Stored items

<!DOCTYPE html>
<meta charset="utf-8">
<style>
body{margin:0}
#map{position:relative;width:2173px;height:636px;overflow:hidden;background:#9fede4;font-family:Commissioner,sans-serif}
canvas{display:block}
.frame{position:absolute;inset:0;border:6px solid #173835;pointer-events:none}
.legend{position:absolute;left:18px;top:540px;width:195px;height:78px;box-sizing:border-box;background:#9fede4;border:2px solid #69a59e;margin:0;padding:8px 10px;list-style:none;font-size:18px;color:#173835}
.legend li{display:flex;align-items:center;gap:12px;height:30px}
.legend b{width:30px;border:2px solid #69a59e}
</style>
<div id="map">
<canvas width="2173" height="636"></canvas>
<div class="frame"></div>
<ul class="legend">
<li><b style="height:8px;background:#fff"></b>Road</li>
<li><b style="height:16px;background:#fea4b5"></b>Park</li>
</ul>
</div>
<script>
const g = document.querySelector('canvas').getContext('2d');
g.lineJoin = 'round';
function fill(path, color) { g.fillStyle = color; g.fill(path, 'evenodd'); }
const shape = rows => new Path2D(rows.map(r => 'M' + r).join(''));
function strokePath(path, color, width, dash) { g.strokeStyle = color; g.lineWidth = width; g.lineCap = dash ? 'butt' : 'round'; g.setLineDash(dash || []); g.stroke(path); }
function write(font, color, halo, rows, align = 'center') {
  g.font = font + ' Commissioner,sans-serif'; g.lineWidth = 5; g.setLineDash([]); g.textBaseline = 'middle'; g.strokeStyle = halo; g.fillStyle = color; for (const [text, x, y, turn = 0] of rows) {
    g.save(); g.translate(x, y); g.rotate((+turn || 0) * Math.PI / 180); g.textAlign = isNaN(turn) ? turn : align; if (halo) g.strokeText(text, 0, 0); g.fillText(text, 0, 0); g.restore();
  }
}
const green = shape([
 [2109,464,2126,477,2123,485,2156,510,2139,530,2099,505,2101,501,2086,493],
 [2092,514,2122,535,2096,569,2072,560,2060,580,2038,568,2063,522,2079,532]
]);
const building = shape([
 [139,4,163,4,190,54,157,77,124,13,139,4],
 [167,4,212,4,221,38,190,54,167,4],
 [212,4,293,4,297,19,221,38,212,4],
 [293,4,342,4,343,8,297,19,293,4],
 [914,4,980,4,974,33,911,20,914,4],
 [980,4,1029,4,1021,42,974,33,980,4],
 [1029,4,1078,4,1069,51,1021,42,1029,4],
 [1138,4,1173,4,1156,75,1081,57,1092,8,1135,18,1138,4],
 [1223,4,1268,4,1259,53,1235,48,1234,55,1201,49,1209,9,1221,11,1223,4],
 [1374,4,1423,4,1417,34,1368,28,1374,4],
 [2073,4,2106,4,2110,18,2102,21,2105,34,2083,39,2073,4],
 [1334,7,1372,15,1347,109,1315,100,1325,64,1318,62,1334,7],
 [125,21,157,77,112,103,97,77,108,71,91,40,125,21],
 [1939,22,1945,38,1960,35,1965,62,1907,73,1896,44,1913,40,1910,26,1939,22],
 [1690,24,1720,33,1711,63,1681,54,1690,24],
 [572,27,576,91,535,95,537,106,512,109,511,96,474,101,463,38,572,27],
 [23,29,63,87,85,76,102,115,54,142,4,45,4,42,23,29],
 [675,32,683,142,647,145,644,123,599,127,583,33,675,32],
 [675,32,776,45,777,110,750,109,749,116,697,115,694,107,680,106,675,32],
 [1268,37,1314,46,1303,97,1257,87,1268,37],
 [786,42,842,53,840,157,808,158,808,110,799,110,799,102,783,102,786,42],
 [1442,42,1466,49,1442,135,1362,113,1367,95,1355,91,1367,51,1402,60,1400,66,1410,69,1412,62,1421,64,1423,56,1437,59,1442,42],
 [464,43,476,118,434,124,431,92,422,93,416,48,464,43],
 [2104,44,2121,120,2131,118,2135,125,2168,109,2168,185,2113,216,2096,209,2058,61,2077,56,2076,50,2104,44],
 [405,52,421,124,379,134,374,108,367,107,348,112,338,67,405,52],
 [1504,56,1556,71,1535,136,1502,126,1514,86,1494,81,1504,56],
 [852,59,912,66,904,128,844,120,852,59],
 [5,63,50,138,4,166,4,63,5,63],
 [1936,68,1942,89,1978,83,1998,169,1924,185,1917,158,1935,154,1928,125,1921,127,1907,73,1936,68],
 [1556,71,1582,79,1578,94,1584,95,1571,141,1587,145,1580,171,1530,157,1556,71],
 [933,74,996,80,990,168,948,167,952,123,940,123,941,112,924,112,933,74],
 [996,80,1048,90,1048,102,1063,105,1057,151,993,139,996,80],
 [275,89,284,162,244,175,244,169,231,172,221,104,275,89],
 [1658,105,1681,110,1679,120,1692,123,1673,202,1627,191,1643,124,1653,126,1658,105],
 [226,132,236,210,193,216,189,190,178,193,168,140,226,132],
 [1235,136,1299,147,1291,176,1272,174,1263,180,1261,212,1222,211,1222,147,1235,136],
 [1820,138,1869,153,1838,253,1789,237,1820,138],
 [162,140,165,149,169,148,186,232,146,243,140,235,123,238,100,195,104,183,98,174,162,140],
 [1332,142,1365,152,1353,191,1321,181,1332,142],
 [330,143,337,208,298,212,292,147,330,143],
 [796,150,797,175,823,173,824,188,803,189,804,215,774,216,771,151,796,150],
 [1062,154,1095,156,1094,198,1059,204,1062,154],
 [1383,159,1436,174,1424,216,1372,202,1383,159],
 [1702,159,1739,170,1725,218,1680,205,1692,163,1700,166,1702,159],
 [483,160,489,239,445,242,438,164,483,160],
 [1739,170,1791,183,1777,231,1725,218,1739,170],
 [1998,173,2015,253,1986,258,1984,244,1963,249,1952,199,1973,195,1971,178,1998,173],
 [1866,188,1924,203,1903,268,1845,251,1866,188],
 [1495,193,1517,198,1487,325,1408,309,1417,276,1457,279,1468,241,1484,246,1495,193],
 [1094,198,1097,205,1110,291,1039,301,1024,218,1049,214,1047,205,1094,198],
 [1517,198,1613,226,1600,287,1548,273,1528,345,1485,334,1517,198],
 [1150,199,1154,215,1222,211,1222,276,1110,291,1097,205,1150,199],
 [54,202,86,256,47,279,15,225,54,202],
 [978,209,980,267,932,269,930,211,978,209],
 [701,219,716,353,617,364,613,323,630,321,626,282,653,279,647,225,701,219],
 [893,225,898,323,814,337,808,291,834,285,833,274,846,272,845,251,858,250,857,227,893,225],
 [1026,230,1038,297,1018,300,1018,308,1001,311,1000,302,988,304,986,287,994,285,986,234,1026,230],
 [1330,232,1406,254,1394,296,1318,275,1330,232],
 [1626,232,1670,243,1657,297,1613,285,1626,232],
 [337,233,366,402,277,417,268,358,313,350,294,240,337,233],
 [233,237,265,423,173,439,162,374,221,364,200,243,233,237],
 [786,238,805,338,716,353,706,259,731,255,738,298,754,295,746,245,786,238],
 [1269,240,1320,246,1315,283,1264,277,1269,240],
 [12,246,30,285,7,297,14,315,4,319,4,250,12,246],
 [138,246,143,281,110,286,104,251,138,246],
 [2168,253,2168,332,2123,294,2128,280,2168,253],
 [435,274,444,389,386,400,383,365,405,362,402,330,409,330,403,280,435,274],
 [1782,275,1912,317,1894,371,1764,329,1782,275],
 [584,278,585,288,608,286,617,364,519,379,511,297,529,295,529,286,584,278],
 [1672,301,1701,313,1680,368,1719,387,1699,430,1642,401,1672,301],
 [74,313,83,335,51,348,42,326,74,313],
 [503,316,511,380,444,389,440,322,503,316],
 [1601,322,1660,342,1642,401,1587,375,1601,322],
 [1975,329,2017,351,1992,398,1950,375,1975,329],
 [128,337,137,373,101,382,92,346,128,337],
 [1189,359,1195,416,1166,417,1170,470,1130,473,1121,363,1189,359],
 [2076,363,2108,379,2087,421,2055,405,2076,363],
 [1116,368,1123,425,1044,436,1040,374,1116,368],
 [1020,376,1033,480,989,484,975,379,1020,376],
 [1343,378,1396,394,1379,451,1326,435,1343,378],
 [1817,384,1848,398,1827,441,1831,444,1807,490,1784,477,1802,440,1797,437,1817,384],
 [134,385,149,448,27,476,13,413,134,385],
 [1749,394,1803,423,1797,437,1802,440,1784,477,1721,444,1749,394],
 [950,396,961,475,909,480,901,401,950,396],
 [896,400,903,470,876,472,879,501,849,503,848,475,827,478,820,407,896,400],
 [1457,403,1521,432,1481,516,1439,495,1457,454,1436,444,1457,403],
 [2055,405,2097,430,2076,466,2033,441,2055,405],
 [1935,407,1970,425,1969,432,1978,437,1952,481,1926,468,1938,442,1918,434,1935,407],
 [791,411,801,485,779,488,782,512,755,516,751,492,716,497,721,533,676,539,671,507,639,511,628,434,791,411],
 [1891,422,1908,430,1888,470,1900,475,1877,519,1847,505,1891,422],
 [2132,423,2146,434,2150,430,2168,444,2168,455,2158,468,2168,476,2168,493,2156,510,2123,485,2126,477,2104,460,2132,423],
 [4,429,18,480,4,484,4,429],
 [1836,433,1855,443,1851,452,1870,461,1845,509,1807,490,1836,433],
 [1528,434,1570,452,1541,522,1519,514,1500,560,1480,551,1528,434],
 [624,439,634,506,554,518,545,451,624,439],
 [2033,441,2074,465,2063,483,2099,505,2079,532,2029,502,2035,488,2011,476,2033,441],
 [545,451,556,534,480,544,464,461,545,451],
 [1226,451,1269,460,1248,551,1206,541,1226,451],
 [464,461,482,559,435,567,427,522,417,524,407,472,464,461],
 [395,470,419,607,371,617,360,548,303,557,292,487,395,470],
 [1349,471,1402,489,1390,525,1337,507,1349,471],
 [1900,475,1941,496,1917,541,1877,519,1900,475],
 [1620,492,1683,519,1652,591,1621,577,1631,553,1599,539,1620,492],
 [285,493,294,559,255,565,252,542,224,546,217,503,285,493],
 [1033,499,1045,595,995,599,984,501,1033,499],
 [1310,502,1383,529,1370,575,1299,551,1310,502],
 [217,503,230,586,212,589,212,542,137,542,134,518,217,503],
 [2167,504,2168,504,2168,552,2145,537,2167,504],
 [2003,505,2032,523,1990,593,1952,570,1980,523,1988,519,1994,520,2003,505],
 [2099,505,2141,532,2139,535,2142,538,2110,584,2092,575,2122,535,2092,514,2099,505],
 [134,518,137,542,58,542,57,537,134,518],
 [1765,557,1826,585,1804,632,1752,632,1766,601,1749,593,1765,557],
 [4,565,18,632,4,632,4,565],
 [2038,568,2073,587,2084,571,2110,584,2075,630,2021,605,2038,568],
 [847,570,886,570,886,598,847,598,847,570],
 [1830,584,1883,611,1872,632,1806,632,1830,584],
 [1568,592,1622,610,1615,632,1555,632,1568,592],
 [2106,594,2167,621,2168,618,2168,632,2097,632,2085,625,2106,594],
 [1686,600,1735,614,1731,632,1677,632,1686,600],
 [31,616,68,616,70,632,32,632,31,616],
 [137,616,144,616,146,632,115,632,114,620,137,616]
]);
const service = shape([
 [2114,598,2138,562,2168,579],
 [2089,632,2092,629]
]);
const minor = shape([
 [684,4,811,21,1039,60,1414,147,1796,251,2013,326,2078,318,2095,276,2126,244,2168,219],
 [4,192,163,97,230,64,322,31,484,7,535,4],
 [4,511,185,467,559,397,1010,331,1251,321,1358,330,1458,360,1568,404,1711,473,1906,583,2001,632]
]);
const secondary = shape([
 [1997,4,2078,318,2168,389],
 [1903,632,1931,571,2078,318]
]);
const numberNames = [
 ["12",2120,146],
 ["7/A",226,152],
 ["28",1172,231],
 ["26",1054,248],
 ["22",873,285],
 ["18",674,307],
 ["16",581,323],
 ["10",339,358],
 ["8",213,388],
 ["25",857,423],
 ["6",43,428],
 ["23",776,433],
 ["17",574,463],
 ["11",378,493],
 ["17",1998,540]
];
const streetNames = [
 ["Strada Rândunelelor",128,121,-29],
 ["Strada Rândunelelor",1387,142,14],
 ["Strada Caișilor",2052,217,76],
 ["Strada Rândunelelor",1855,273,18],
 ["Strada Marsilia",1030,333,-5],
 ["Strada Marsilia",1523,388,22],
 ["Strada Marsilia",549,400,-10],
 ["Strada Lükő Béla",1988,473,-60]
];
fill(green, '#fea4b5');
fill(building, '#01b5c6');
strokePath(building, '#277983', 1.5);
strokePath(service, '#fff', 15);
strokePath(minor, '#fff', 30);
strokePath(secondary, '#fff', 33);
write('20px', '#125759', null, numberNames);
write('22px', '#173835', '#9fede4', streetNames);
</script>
--
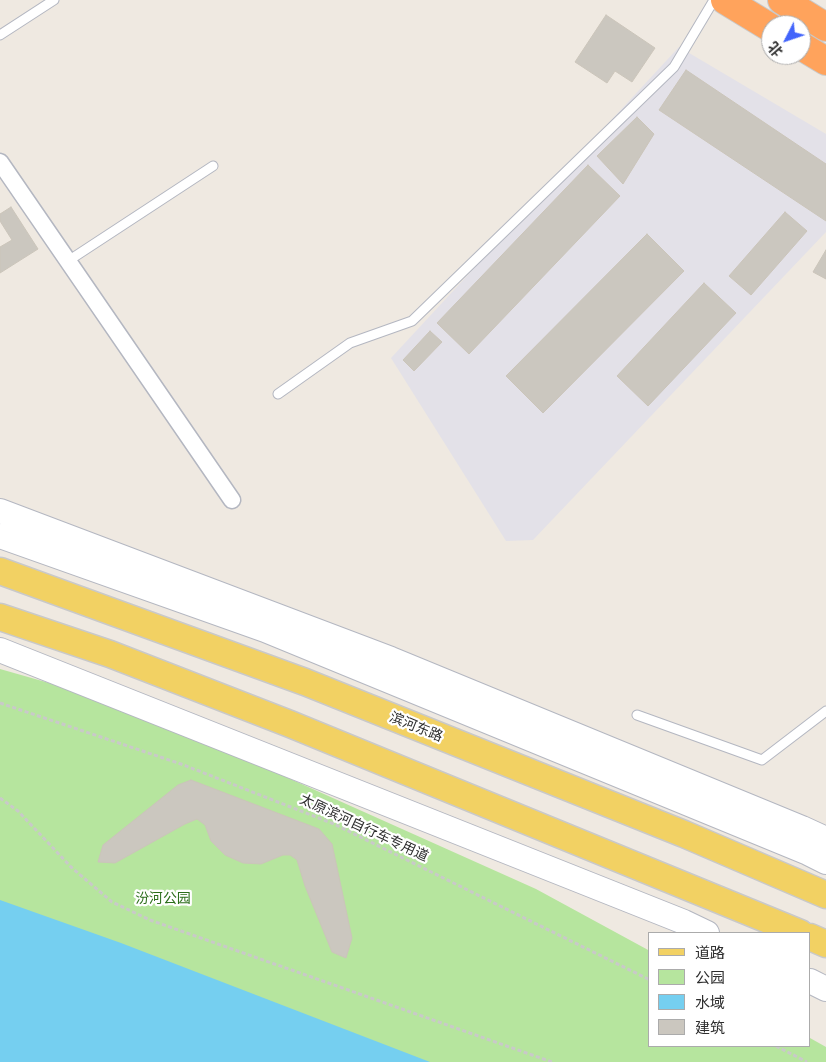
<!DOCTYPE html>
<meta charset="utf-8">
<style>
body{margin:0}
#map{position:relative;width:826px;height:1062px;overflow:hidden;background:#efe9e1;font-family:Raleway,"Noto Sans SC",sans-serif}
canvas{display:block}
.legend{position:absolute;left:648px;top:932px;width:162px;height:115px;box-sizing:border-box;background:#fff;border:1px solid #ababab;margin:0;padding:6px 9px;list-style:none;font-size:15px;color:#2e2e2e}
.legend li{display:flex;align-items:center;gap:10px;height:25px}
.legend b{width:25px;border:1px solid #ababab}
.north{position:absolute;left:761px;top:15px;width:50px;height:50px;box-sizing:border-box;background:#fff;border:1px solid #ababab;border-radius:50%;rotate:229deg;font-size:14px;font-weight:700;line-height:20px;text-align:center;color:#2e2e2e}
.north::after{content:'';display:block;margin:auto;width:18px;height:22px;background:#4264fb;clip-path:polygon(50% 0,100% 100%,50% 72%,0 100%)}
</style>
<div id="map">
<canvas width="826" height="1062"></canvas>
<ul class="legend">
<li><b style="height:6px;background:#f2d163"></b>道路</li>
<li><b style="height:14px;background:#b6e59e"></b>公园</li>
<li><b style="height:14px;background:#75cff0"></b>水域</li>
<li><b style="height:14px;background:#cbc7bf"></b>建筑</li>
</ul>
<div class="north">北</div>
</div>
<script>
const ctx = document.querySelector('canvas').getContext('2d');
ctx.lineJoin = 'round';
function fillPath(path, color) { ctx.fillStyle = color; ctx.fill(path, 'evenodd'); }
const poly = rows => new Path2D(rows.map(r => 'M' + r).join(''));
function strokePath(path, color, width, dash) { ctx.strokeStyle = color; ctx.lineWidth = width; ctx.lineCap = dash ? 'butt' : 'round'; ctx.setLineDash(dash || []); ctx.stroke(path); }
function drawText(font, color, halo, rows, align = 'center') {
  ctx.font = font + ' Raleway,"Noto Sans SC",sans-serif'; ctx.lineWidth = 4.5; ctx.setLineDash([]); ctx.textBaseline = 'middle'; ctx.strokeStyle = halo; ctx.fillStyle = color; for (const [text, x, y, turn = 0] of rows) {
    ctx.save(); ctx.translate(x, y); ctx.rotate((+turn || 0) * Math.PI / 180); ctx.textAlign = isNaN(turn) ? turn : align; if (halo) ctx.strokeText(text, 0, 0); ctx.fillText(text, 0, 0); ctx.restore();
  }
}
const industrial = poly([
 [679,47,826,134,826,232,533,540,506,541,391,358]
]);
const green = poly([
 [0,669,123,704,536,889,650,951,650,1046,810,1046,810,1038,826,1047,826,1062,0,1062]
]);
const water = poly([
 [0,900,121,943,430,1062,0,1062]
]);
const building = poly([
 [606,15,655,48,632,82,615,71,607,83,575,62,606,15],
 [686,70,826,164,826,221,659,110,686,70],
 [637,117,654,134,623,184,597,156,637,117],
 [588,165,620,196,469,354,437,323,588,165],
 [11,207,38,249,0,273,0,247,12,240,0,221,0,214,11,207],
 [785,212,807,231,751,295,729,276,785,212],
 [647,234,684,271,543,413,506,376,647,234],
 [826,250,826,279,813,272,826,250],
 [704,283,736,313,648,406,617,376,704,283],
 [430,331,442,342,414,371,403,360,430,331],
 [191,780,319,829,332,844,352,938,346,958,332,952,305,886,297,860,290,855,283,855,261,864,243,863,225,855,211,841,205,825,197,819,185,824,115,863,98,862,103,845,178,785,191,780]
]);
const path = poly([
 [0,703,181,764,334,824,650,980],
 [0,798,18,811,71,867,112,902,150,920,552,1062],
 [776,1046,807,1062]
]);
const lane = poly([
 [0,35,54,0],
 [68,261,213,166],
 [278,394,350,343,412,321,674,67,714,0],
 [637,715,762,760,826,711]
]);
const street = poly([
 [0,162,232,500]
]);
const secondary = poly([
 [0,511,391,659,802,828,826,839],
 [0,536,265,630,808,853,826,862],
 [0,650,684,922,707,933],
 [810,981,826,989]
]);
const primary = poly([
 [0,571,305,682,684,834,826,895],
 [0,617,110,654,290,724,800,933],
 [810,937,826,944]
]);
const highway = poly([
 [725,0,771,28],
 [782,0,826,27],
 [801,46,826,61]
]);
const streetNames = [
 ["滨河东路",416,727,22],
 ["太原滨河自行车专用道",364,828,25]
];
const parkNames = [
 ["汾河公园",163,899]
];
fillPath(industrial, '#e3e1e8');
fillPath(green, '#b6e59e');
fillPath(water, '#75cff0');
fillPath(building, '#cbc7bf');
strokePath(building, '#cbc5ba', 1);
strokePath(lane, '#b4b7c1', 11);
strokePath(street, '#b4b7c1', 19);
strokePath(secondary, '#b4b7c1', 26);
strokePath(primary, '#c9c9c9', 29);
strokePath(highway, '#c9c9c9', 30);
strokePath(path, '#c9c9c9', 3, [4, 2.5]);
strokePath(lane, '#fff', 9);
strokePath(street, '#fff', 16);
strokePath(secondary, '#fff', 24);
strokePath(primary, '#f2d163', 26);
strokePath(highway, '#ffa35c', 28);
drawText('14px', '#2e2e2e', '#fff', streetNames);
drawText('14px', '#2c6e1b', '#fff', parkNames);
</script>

Task
Whenever a line in the records above contains the string "strokeText", copy that line.

Answer section
    g.save(); g.translate(x, y); g.rotate((+turn || 0) * Math.PI / 180); g.textAlign = isNaN(turn) ? turn : align; if (halo) g.strokeText(text, 0, 0); g.fillText(text, 0, 0); g.restore();
    ctx.save(); ctx.translate(x, y); ctx.rotate((+turn || 0) * Math.PI / 180); ctx.textAlign = isNaN(turn) ? turn : align; if (halo) ctx.strokeText(text, 0, 0); ctx.fillText(text, 0, 0); ctx.restore();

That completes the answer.